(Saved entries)
• • •

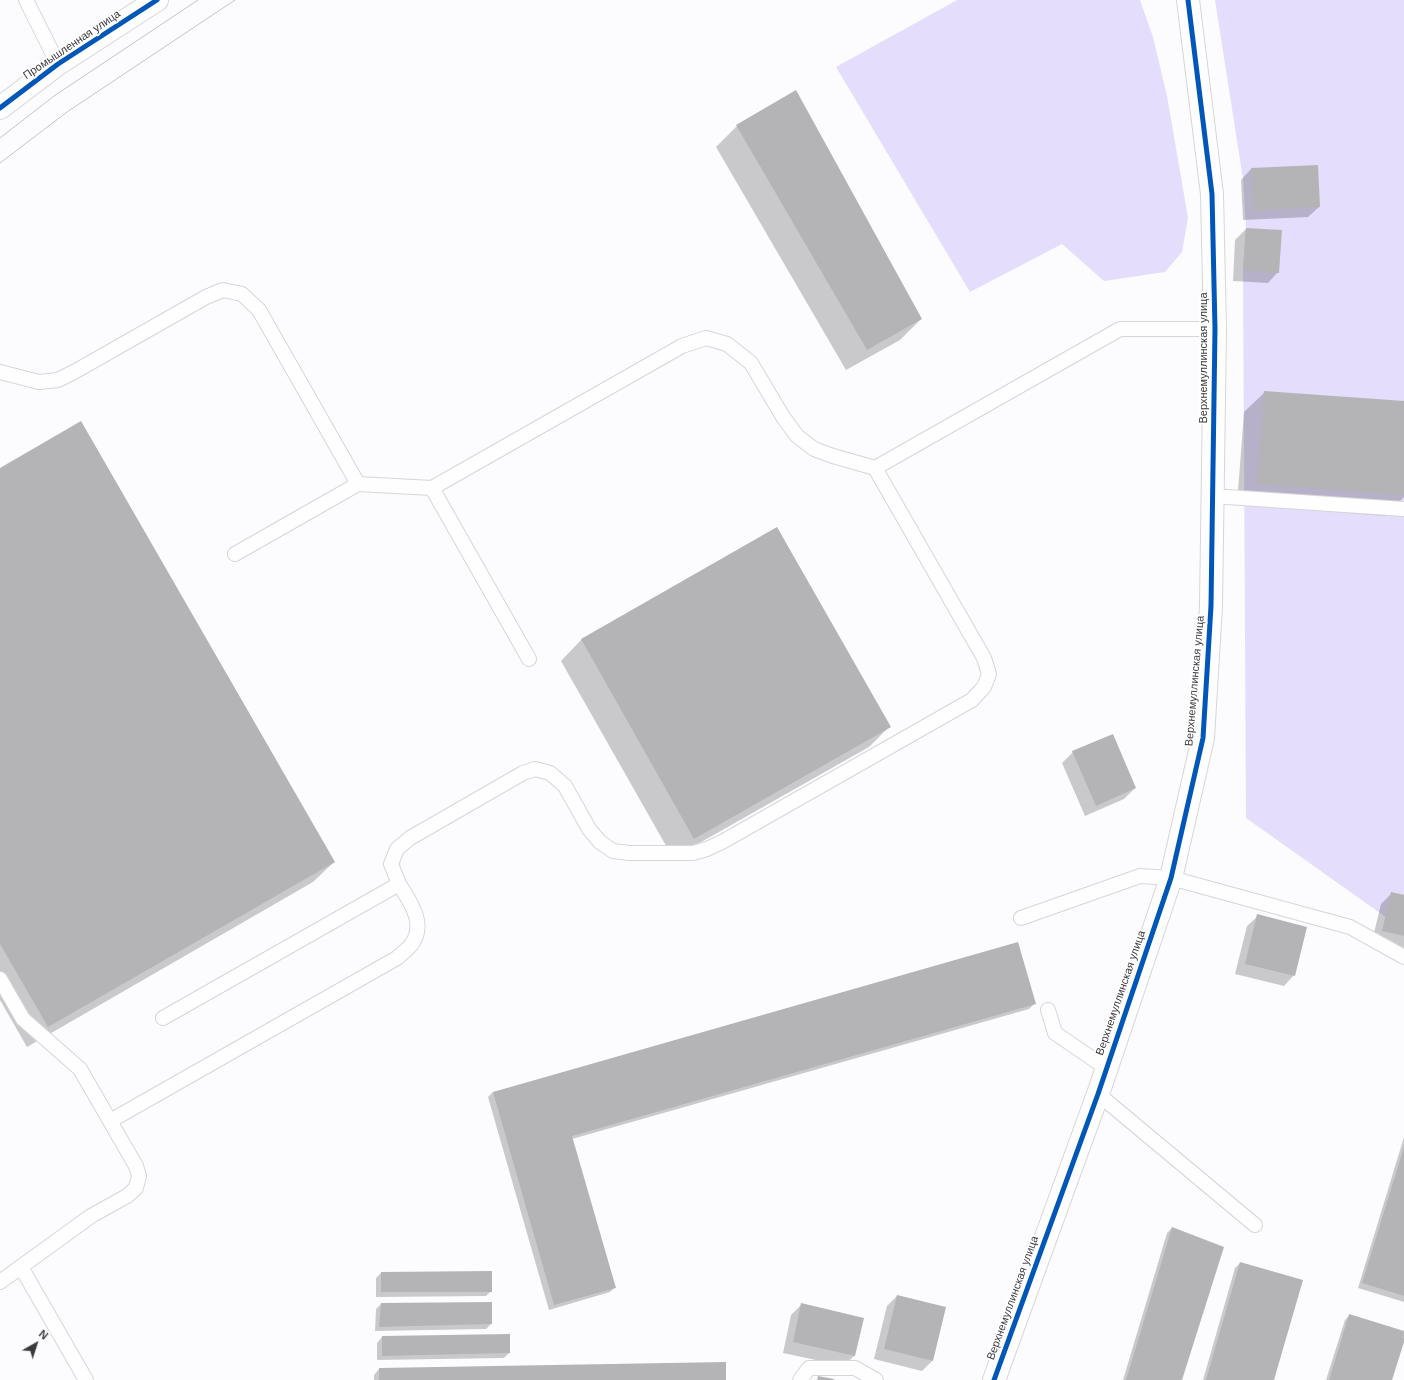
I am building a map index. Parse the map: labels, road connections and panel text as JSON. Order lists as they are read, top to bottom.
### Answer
{
  "streets": {
    "street": ["Промышленная улица", "Верхнемуллинская улица"]
  },
  "north": "top right"
}
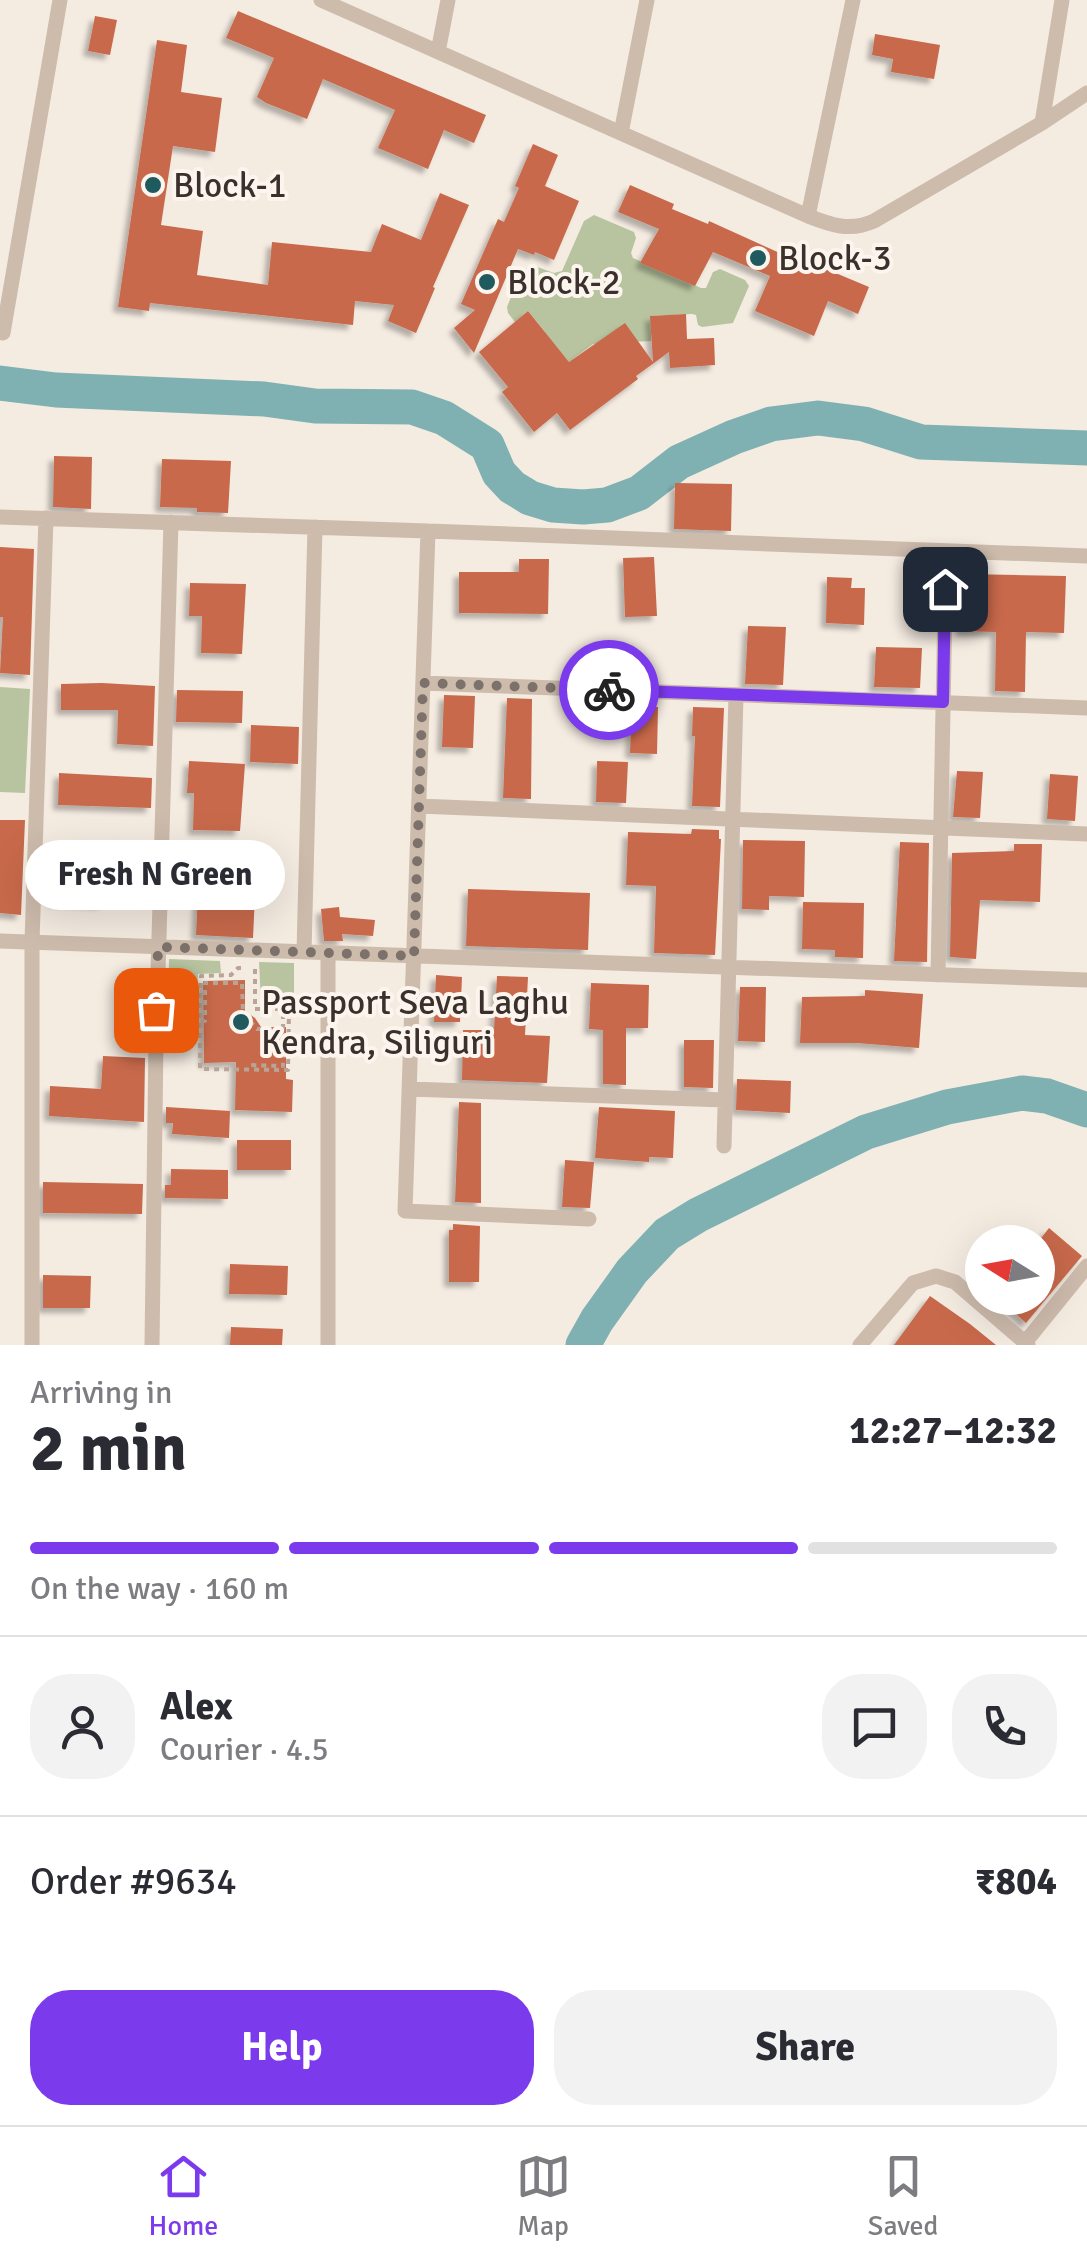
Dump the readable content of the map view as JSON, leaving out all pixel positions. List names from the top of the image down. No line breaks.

• • •

▸ To do
Retype the entries verbatim and drop the pictures.

▸ Written reply
I am building a map index. Parse the map: labels, road connections and panel text as JSON. Order lists as they are read, top to bottom.
### Answer
{
  "streets": {
    "street": ["Промышленная улица", "Верхнемуллинская улица"]
  },
  "north": "top right"
}
Dump the readable content of the map view as JSON, leaving out all pixel positions. List names from the top of the image down. No line breaks.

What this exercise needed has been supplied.